┏━━

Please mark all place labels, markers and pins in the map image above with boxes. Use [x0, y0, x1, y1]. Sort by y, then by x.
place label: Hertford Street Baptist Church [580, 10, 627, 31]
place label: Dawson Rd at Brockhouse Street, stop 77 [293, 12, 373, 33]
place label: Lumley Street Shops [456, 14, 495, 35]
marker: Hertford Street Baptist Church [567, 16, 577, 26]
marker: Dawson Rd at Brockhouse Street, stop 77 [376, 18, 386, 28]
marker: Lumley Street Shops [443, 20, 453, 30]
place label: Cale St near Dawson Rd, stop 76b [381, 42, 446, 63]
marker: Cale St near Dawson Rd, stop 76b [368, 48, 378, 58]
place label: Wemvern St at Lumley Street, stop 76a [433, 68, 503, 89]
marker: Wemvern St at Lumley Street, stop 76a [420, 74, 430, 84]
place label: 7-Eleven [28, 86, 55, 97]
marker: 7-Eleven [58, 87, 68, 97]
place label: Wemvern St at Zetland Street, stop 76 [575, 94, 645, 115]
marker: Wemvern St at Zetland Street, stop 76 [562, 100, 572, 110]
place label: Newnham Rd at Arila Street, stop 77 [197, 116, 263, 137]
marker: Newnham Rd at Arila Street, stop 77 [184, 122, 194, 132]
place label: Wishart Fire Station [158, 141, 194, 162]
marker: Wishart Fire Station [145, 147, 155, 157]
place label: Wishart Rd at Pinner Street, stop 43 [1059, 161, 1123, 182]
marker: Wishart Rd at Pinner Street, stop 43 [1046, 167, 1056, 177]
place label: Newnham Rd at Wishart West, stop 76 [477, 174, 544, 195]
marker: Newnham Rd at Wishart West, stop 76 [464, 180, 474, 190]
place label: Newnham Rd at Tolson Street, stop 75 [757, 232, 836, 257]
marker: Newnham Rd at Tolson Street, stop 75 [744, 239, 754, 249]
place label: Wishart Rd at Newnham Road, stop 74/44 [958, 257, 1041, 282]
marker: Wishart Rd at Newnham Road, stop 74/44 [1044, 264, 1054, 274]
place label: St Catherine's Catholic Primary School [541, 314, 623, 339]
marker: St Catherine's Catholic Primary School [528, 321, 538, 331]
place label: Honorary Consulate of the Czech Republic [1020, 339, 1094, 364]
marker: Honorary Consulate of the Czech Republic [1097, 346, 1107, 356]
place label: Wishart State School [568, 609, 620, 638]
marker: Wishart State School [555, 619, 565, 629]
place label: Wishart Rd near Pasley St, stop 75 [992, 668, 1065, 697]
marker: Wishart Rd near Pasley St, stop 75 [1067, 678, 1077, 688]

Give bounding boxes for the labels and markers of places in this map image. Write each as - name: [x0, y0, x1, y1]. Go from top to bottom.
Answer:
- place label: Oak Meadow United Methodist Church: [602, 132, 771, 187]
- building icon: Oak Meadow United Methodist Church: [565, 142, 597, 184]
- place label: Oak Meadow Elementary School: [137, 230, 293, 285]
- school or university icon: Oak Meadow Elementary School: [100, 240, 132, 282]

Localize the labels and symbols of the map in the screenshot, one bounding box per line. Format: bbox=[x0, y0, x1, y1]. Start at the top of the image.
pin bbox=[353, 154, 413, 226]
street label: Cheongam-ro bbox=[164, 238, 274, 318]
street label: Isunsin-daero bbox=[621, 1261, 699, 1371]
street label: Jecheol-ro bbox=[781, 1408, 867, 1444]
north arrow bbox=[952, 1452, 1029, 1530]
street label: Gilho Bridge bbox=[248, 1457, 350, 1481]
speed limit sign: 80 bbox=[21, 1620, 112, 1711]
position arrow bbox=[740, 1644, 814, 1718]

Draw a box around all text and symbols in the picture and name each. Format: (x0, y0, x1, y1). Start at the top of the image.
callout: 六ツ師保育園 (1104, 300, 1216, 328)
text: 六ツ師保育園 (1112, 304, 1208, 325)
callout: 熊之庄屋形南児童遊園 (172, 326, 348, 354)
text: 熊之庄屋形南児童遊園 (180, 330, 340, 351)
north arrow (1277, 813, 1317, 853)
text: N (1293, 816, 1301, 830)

┗━━

Task requirements ▸
Copy exactly the lines from the one containing "Draw a box around" through the last line of the records, both included, and nothing else.

Output for this exercise ▸
Draw a box around all text and symbols in the picture and name each. Format: (x0, y0, x1, y1). Start at the top of the image.
callout: 六ツ師保育園 (1104, 300, 1216, 328)
text: 六ツ師保育園 (1112, 304, 1208, 325)
callout: 熊之庄屋形南児童遊園 (172, 326, 348, 354)
text: 熊之庄屋形南児童遊園 (180, 330, 340, 351)
north arrow (1277, 813, 1317, 853)
text: N (1293, 816, 1301, 830)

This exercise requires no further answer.